WHAT TO WORK ON:
Please print all the lines below exactly as they are written.

RECORDS FOR THIS TASK:
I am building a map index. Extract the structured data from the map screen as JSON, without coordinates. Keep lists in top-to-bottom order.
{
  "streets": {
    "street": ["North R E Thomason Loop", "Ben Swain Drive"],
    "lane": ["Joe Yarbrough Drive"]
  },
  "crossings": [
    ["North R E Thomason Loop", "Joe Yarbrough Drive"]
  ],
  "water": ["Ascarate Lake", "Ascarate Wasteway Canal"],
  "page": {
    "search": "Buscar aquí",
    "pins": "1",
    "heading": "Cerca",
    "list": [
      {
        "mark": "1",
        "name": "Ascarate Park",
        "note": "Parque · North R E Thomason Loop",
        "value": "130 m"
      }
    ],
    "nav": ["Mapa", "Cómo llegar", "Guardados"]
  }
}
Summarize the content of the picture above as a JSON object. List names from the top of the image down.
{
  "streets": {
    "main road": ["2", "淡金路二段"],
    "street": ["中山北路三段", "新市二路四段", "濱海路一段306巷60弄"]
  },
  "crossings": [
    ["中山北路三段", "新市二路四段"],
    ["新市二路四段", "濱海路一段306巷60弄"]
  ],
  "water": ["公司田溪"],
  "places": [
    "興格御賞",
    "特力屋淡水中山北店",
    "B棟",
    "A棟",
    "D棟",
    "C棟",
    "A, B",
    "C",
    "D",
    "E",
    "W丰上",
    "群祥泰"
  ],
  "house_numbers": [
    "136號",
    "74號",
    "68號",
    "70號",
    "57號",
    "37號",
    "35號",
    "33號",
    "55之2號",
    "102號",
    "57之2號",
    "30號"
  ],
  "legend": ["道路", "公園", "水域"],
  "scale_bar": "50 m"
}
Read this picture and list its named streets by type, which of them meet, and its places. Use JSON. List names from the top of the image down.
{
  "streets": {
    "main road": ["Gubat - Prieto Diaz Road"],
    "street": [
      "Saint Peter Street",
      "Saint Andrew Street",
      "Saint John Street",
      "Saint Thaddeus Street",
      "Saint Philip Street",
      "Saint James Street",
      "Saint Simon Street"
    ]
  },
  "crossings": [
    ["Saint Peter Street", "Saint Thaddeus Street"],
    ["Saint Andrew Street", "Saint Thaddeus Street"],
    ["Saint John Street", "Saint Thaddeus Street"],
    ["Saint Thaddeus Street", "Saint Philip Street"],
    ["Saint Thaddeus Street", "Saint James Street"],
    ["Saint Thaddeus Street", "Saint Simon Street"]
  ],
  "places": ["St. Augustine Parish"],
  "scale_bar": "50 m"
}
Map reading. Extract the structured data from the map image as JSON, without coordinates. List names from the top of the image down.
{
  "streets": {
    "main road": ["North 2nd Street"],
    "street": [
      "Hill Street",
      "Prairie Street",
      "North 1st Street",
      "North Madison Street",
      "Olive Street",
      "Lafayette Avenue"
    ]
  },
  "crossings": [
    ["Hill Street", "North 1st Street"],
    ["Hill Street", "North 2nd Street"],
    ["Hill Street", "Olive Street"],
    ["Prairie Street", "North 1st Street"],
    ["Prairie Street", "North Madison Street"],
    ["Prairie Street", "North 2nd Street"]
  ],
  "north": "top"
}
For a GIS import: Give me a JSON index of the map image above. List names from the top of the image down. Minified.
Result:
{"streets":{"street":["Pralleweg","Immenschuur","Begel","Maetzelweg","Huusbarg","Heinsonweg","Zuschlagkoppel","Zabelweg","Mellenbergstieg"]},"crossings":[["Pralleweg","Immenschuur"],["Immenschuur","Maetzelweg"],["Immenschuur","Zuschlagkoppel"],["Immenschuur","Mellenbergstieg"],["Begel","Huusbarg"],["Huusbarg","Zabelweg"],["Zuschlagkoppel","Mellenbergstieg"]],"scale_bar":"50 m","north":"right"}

YOUR RESPONSE:
I am building a map index. Extract the structured data from the map screen as JSON, without coordinates. Keep lists in top-to-bottom order.
{
  "streets": {
    "street": ["North R E Thomason Loop", "Ben Swain Drive"],
    "lane": ["Joe Yarbrough Drive"]
  },
  "crossings": [
    ["North R E Thomason Loop", "Joe Yarbrough Drive"]
  ],
  "water": ["Ascarate Lake", "Ascarate Wasteway Canal"],
  "page": {
    "search": "Buscar aquí",
    "pins": "1",
    "heading": "Cerca",
    "list": [
      {
        "mark": "1",
        "name": "Ascarate Park",
        "note": "Parque · North R E Thomason Loop",
        "value": "130 m"
      }
    ],
    "nav": ["Mapa", "Cómo llegar", "Guardados"]
  }
}
Summarize the content of the picture above as a JSON object. List names from the top of the image down.
{
  "streets": {
    "main road": ["2", "淡金路二段"],
    "street": ["中山北路三段", "新市二路四段", "濱海路一段306巷60弄"]
  },
  "crossings": [
    ["中山北路三段", "新市二路四段"],
    ["新市二路四段", "濱海路一段306巷60弄"]
  ],
  "water": ["公司田溪"],
  "places": [
    "興格御賞",
    "特力屋淡水中山北店",
    "B棟",
    "A棟",
    "D棟",
    "C棟",
    "A, B",
    "C",
    "D",
    "E",
    "W丰上",
    "群祥泰"
  ],
  "house_numbers": [
    "136號",
    "74號",
    "68號",
    "70號",
    "57號",
    "37號",
    "35號",
    "33號",
    "55之2號",
    "102號",
    "57之2號",
    "30號"
  ],
  "legend": ["道路", "公園", "水域"],
  "scale_bar": "50 m"
}
Read this picture and list its named streets by type, which of them meet, and its places. Use JSON. List names from the top of the image down.
{
  "streets": {
    "main road": ["Gubat - Prieto Diaz Road"],
    "street": [
      "Saint Peter Street",
      "Saint Andrew Street",
      "Saint John Street",
      "Saint Thaddeus Street",
      "Saint Philip Street",
      "Saint James Street",
      "Saint Simon Street"
    ]
  },
  "crossings": [
    ["Saint Peter Street", "Saint Thaddeus Street"],
    ["Saint Andrew Street", "Saint Thaddeus Street"],
    ["Saint John Street", "Saint Thaddeus Street"],
    ["Saint Thaddeus Street", "Saint Philip Street"],
    ["Saint Thaddeus Street", "Saint James Street"],
    ["Saint Thaddeus Street", "Saint Simon Street"]
  ],
  "places": ["St. Augustine Parish"],
  "scale_bar": "50 m"
}
Map reading. Extract the structured data from the map image as JSON, without coordinates. List names from the top of the image down.
{
  "streets": {
    "main road": ["North 2nd Street"],
    "street": [
      "Hill Street",
      "Prairie Street",
      "North 1st Street",
      "North Madison Street",
      "Olive Street",
      "Lafayette Avenue"
    ]
  },
  "crossings": [
    ["Hill Street", "North 1st Street"],
    ["Hill Street", "North 2nd Street"],
    ["Hill Street", "Olive Street"],
    ["Prairie Street", "North 1st Street"],
    ["Prairie Street", "North Madison Street"],
    ["Prairie Street", "North 2nd Street"]
  ],
  "north": "top"
}
For a GIS import: Give me a JSON index of the map image above. List names from the top of the image down. Minified.
Result:
{"streets":{"street":["Pralleweg","Immenschuur","Begel","Maetzelweg","Huusbarg","Heinsonweg","Zuschlagkoppel","Zabelweg","Mellenbergstieg"]},"crossings":[["Pralleweg","Immenschuur"],["Immenschuur","Maetzelweg"],["Immenschuur","Zuschlagkoppel"],["Immenschuur","Mellenbergstieg"],["Begel","Huusbarg"],["Huusbarg","Zabelweg"],["Zuschlagkoppel","Mellenbergstieg"]],"scale_bar":"50 m","north":"right"}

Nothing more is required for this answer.